* _WORK TASK_: Write the full listing out again, keeping every line exactly as it is.

* _DATA SECTION_:
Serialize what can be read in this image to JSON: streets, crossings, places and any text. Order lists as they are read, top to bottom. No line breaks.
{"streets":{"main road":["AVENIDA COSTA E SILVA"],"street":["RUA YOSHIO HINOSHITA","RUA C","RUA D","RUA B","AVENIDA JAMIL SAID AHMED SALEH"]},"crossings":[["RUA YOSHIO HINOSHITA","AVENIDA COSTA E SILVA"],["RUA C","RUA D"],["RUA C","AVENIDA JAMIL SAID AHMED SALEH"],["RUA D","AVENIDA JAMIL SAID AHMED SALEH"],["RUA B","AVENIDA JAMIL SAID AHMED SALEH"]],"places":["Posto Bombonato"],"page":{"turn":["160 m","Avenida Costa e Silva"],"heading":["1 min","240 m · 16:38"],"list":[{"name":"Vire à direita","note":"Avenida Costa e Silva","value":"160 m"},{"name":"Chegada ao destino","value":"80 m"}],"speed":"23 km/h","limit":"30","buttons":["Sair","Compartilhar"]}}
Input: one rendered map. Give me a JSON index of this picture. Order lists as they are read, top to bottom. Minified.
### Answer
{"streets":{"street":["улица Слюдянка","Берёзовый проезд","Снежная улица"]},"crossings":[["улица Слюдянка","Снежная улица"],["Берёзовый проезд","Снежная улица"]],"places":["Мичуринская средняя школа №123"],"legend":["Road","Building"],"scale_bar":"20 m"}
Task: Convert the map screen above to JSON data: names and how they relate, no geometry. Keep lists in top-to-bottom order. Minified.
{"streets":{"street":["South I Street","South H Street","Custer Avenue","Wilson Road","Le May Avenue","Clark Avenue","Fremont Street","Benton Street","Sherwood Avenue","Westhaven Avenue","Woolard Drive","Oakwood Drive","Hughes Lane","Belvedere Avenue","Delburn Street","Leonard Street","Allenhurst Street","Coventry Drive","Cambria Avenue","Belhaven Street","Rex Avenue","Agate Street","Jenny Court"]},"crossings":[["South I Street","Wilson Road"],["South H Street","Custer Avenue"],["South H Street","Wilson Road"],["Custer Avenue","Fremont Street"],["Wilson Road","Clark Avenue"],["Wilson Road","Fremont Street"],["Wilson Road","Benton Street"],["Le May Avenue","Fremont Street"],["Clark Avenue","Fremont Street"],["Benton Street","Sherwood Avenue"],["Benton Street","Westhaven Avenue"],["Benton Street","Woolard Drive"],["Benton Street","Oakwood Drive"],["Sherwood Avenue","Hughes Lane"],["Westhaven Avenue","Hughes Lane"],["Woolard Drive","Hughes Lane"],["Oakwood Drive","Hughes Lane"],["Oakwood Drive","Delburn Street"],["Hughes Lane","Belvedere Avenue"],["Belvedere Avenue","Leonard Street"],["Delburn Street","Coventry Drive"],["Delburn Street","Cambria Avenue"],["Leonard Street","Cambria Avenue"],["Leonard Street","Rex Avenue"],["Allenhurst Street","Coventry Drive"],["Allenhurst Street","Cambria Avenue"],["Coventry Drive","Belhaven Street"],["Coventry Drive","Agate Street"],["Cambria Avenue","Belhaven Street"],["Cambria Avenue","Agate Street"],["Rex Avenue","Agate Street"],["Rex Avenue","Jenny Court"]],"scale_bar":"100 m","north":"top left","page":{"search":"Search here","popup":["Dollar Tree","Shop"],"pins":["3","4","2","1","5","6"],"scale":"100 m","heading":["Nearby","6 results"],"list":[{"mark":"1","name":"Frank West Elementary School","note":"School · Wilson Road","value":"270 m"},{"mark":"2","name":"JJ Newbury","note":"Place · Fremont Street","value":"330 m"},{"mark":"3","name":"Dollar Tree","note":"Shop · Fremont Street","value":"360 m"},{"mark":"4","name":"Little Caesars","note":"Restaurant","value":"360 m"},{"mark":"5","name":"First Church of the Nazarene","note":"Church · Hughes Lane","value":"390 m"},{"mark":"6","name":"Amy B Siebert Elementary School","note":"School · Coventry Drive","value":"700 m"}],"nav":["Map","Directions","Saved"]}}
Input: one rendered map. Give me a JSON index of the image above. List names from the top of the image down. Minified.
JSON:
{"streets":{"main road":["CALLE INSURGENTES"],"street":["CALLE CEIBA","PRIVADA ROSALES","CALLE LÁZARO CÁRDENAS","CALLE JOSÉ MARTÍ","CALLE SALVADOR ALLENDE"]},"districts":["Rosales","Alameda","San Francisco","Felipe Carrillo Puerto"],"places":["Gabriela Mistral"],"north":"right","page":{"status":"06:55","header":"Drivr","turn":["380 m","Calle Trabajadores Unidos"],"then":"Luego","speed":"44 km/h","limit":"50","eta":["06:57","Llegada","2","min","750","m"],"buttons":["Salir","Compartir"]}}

* _RESPONSE_:
Serialize what can be read in this image to JSON: streets, crossings, places and any text. Order lists as they are read, top to bottom. No line breaks.
{"streets":{"main road":["AVENIDA COSTA E SILVA"],"street":["RUA YOSHIO HINOSHITA","RUA C","RUA D","RUA B","AVENIDA JAMIL SAID AHMED SALEH"]},"crossings":[["RUA YOSHIO HINOSHITA","AVENIDA COSTA E SILVA"],["RUA C","RUA D"],["RUA C","AVENIDA JAMIL SAID AHMED SALEH"],["RUA D","AVENIDA JAMIL SAID AHMED SALEH"],["RUA B","AVENIDA JAMIL SAID AHMED SALEH"]],"places":["Posto Bombonato"],"page":{"turn":["160 m","Avenida Costa e Silva"],"heading":["1 min","240 m · 16:38"],"list":[{"name":"Vire à direita","note":"Avenida Costa e Silva","value":"160 m"},{"name":"Chegada ao destino","value":"80 m"}],"speed":"23 km/h","limit":"30","buttons":["Sair","Compartilhar"]}}
Input: one rendered map. Give me a JSON index of this picture. Order lists as they are read, top to bottom. Minified.
### Answer
{"streets":{"street":["улица Слюдянка","Берёзовый проезд","Снежная улица"]},"crossings":[["улица Слюдянка","Снежная улица"],["Берёзовый проезд","Снежная улица"]],"places":["Мичуринская средняя школа №123"],"legend":["Road","Building"],"scale_bar":"20 m"}
Task: Convert the map screen above to JSON data: names and how they relate, no geometry. Keep lists in top-to-bottom order. Minified.
{"streets":{"street":["South I Street","South H Street","Custer Avenue","Wilson Road","Le May Avenue","Clark Avenue","Fremont Street","Benton Street","Sherwood Avenue","Westhaven Avenue","Woolard Drive","Oakwood Drive","Hughes Lane","Belvedere Avenue","Delburn Street","Leonard Street","Allenhurst Street","Coventry Drive","Cambria Avenue","Belhaven Street","Rex Avenue","Agate Street","Jenny Court"]},"crossings":[["South I Street","Wilson Road"],["South H Street","Custer Avenue"],["South H Street","Wilson Road"],["Custer Avenue","Fremont Street"],["Wilson Road","Clark Avenue"],["Wilson Road","Fremont Street"],["Wilson Road","Benton Street"],["Le May Avenue","Fremont Street"],["Clark Avenue","Fremont Street"],["Benton Street","Sherwood Avenue"],["Benton Street","Westhaven Avenue"],["Benton Street","Woolard Drive"],["Benton Street","Oakwood Drive"],["Sherwood Avenue","Hughes Lane"],["Westhaven Avenue","Hughes Lane"],["Woolard Drive","Hughes Lane"],["Oakwood Drive","Hughes Lane"],["Oakwood Drive","Delburn Street"],["Hughes Lane","Belvedere Avenue"],["Belvedere Avenue","Leonard Street"],["Delburn Street","Coventry Drive"],["Delburn Street","Cambria Avenue"],["Leonard Street","Cambria Avenue"],["Leonard Street","Rex Avenue"],["Allenhurst Street","Coventry Drive"],["Allenhurst Street","Cambria Avenue"],["Coventry Drive","Belhaven Street"],["Coventry Drive","Agate Street"],["Cambria Avenue","Belhaven Street"],["Cambria Avenue","Agate Street"],["Rex Avenue","Agate Street"],["Rex Avenue","Jenny Court"]],"scale_bar":"100 m","north":"top left","page":{"search":"Search here","popup":["Dollar Tree","Shop"],"pins":["3","4","2","1","5","6"],"scale":"100 m","heading":["Nearby","6 results"],"list":[{"mark":"1","name":"Frank West Elementary School","note":"School · Wilson Road","value":"270 m"},{"mark":"2","name":"JJ Newbury","note":"Place · Fremont Street","value":"330 m"},{"mark":"3","name":"Dollar Tree","note":"Shop · Fremont Street","value":"360 m"},{"mark":"4","name":"Little Caesars","note":"Restaurant","value":"360 m"},{"mark":"5","name":"First Church of the Nazarene","note":"Church · Hughes Lane","value":"390 m"},{"mark":"6","name":"Amy B Siebert Elementary School","note":"School · Coventry Drive","value":"700 m"}],"nav":["Map","Directions","Saved"]}}
Input: one rendered map. Give me a JSON index of the image above. List names from the top of the image down. Minified.
JSON:
{"streets":{"main road":["CALLE INSURGENTES"],"street":["CALLE CEIBA","PRIVADA ROSALES","CALLE LÁZARO CÁRDENAS","CALLE JOSÉ MARTÍ","CALLE SALVADOR ALLENDE"]},"districts":["Rosales","Alameda","San Francisco","Felipe Carrillo Puerto"],"places":["Gabriela Mistral"],"north":"right","page":{"status":"06:55","header":"Drivr","turn":["380 m","Calle Trabajadores Unidos"],"then":"Luego","speed":"44 km/h","limit":"50","eta":["06:57","Llegada","2","min","750","m"],"buttons":["Salir","Compartir"]}}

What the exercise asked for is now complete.